◆ Directions
Scan the data, and whenever a line contains "lines", copy it.

◆ Input data
BEGIN

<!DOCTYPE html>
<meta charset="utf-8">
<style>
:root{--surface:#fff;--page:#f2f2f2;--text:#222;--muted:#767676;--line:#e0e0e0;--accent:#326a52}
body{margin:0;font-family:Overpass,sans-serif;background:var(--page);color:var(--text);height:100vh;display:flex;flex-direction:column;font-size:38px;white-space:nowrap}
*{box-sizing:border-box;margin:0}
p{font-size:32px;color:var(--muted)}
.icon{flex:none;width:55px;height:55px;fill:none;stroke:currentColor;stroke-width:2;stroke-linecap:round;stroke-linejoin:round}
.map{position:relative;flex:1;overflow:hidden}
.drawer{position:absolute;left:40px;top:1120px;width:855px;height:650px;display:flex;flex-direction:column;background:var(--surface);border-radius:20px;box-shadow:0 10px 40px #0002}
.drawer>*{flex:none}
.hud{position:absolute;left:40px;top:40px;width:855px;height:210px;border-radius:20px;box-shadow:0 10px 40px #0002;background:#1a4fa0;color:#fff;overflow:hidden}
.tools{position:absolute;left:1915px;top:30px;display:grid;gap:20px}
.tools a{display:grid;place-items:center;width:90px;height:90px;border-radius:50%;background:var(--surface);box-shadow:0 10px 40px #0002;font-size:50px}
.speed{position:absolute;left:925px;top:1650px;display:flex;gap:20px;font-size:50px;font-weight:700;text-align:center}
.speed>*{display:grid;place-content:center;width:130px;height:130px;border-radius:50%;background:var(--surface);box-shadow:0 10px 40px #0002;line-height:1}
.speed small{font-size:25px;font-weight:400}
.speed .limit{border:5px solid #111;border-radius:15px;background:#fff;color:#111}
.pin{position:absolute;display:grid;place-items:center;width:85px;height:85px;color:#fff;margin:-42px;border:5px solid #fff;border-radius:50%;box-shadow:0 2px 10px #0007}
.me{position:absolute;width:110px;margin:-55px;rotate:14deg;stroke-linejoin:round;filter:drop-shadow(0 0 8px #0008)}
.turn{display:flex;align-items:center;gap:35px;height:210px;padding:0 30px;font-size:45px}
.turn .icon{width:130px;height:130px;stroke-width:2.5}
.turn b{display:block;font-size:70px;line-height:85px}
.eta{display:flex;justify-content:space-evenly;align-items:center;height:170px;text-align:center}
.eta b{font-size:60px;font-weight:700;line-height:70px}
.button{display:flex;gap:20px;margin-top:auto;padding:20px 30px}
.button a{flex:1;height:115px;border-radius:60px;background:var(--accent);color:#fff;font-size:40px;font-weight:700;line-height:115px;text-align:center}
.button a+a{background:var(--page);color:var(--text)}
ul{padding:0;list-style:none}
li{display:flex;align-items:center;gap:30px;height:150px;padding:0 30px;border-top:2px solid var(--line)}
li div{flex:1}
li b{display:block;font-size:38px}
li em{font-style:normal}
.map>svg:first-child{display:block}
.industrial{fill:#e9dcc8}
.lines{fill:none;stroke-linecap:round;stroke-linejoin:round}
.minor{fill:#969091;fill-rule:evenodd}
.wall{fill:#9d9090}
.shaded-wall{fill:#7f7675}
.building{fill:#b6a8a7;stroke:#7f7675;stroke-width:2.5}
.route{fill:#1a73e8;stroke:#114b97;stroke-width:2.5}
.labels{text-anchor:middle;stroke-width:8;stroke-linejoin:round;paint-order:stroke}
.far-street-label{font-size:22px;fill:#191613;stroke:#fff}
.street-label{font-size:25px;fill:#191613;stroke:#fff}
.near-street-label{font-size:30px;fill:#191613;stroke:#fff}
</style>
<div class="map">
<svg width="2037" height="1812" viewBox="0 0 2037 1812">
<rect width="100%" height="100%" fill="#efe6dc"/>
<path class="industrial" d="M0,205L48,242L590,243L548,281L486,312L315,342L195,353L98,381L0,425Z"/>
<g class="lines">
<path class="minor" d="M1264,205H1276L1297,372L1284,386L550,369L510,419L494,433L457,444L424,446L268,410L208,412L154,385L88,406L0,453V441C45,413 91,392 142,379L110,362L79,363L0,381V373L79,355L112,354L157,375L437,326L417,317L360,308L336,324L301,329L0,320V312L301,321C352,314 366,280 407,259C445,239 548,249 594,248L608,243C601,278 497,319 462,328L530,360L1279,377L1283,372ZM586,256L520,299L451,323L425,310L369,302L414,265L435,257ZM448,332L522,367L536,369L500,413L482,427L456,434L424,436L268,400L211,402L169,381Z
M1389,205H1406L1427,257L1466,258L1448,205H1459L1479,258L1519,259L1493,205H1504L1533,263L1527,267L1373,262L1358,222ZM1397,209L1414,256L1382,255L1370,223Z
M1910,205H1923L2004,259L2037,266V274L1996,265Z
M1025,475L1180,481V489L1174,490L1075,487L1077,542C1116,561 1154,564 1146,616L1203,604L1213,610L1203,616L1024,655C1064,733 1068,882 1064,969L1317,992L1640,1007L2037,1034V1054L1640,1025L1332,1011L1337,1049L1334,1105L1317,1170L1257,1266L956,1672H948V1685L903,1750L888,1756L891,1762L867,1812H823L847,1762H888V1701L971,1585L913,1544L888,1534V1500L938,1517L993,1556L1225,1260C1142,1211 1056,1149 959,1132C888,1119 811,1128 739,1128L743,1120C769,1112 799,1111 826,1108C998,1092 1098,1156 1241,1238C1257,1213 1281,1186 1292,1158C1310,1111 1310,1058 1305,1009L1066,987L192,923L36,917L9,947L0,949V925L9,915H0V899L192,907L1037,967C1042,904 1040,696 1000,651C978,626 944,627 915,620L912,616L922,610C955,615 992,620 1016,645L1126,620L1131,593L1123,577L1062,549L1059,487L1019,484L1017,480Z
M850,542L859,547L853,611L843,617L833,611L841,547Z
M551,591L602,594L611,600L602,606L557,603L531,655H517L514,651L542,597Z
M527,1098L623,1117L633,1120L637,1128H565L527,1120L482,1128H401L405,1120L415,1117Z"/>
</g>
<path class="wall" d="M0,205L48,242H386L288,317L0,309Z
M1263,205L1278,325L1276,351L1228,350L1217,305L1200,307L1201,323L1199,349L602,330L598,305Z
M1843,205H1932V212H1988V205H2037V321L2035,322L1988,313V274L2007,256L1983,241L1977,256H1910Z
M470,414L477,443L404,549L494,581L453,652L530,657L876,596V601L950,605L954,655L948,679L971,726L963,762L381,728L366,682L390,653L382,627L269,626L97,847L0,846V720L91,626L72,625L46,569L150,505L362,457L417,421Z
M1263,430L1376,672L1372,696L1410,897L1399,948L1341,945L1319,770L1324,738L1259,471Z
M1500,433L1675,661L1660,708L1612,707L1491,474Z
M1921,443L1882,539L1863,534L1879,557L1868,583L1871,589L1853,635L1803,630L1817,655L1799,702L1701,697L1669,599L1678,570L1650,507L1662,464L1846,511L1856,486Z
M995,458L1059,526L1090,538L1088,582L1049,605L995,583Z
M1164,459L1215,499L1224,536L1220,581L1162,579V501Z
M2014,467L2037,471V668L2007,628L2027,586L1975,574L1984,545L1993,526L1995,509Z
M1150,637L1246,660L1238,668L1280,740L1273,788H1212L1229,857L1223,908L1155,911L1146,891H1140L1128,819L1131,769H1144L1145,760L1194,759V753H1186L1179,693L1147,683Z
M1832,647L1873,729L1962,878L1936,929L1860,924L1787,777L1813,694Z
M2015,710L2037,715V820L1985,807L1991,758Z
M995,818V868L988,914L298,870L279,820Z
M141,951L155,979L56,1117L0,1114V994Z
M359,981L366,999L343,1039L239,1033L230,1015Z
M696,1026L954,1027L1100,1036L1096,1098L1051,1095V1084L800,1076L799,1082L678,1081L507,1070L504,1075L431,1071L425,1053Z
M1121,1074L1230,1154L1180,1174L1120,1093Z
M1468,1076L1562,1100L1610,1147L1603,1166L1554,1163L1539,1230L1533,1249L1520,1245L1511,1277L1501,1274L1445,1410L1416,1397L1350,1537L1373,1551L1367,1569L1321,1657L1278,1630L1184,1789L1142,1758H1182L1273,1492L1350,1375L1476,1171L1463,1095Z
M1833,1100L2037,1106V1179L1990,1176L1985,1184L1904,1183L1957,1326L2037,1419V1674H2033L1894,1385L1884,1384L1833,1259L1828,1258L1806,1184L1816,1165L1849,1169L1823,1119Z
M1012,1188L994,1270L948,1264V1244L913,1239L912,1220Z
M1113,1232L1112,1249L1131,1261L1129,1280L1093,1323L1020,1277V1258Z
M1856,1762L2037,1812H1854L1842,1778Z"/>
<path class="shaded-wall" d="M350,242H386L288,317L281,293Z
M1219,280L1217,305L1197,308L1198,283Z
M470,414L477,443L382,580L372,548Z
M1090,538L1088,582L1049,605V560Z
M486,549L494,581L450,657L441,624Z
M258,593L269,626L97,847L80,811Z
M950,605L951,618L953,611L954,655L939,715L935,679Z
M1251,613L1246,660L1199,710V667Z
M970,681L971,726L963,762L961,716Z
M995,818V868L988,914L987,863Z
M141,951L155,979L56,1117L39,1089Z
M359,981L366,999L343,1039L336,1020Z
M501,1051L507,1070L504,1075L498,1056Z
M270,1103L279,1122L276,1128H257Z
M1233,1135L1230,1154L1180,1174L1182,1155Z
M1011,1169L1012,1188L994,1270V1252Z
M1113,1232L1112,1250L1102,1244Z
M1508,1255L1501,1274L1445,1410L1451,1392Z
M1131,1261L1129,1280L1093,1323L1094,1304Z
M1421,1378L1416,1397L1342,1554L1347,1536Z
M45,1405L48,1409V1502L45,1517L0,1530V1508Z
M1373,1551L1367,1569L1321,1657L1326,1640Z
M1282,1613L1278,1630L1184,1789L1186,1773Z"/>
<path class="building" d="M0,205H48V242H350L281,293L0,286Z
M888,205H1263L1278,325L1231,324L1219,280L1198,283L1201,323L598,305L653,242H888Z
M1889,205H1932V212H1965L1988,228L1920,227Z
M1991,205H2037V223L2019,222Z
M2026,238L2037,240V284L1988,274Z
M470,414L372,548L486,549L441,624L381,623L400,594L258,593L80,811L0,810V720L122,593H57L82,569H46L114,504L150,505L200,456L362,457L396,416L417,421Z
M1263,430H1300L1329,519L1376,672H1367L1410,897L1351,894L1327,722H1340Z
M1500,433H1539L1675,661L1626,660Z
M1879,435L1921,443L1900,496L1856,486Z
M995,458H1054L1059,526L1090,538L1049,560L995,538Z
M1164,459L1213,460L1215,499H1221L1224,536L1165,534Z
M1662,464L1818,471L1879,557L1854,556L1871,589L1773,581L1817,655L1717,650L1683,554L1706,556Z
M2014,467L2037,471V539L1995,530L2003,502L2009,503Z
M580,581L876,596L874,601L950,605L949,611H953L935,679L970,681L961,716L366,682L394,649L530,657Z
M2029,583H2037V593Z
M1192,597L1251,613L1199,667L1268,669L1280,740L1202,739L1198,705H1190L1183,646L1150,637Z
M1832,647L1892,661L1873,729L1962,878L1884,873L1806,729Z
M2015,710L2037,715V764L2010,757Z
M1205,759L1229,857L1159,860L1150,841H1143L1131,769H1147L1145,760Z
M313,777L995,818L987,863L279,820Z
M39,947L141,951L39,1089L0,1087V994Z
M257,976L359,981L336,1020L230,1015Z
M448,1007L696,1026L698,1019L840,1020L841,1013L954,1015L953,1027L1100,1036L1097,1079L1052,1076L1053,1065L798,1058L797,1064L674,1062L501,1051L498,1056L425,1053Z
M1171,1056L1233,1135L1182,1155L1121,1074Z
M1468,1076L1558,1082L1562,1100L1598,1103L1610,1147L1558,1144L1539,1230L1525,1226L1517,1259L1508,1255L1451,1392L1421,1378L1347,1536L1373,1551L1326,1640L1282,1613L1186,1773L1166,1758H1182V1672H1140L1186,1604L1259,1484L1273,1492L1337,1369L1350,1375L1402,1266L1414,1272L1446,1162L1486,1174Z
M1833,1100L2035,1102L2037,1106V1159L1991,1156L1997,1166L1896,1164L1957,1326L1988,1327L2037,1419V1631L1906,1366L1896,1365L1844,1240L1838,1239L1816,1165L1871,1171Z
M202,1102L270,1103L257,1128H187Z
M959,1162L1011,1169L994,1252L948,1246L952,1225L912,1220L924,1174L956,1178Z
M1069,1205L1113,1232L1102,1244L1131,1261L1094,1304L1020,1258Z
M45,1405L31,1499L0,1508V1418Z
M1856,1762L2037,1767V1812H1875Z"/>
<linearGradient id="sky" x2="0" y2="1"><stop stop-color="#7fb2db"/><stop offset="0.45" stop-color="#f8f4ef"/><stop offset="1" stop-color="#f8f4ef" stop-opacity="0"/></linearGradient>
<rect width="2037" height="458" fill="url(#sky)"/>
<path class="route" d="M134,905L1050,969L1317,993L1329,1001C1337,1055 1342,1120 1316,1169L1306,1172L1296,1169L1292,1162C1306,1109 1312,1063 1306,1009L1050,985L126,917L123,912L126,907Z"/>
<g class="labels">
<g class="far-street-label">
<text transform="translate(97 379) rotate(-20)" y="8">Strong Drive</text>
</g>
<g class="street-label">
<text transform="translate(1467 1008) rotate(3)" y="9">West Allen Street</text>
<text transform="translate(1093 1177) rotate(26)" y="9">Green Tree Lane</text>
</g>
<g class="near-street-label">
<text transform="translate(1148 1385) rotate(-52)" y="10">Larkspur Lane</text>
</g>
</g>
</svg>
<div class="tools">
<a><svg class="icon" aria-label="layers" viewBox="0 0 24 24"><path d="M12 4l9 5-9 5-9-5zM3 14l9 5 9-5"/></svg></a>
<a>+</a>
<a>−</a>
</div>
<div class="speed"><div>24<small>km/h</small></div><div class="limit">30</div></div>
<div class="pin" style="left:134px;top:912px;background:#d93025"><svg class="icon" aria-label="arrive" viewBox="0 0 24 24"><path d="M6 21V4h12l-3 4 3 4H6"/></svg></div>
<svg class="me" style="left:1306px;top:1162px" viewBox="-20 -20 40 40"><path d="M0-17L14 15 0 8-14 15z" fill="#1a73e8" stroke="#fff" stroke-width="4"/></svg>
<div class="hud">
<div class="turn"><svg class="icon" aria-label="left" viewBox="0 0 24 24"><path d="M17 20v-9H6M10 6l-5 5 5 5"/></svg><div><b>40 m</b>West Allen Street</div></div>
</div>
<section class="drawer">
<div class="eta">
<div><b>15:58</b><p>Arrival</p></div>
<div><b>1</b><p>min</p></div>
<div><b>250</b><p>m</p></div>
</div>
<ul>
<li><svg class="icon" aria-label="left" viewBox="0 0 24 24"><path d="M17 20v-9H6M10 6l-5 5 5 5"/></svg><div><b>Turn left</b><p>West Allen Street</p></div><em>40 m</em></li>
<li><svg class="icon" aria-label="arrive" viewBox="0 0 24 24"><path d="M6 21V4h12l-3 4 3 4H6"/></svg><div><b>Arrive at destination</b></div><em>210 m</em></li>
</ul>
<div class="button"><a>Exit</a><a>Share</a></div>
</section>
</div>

END

◆ Written response
.lines{fill:none;stroke-linecap:round;stroke-linejoin:round}
<g class="lines">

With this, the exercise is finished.